*Task to complete:* From top to bottom, retype the data exactly, passing over any picture.

*Data extract:*
_ _ _ _

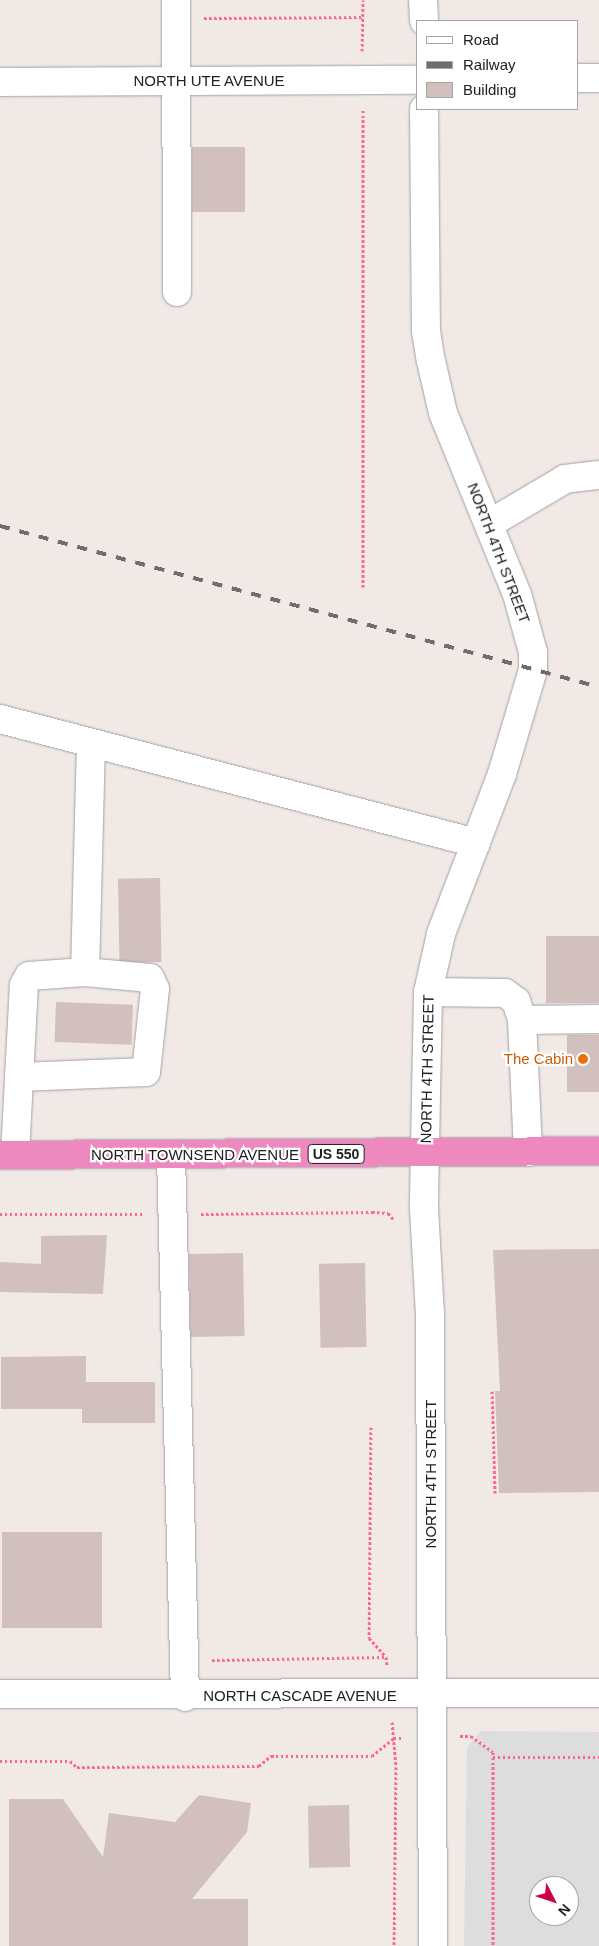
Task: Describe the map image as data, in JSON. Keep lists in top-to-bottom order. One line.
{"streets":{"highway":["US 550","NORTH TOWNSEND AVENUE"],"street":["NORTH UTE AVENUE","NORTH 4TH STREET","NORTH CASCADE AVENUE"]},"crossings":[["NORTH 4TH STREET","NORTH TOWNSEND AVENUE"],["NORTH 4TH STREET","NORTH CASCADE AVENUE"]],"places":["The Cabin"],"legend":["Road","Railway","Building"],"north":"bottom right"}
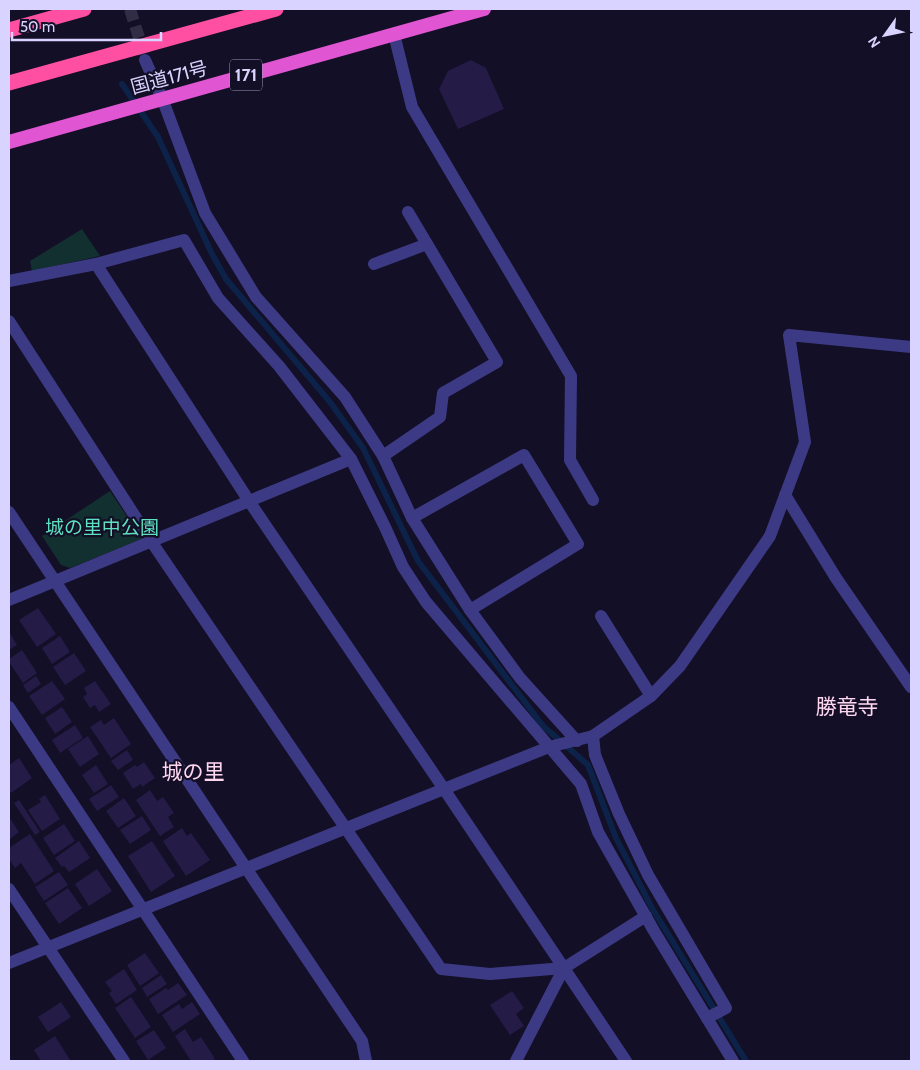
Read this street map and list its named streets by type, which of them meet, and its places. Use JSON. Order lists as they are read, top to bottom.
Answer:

_ _ _ _

*Answer box:*
Task: Describe the map image as data, in JSON. Keep lists in top-to-bottom order. One line.
{"streets":{"highway":["US 550","NORTH TOWNSEND AVENUE"],"street":["NORTH UTE AVENUE","NORTH 4TH STREET","NORTH CASCADE AVENUE"]},"crossings":[["NORTH 4TH STREET","NORTH TOWNSEND AVENUE"],["NORTH 4TH STREET","NORTH CASCADE AVENUE"]],"places":["The Cabin"],"legend":["Road","Railway","Building"],"north":"bottom right"}
Read this street map and list its named streets by type, which of them meet, and its places. Use JSON. Order lists as they are read, top to bottom.
Answer:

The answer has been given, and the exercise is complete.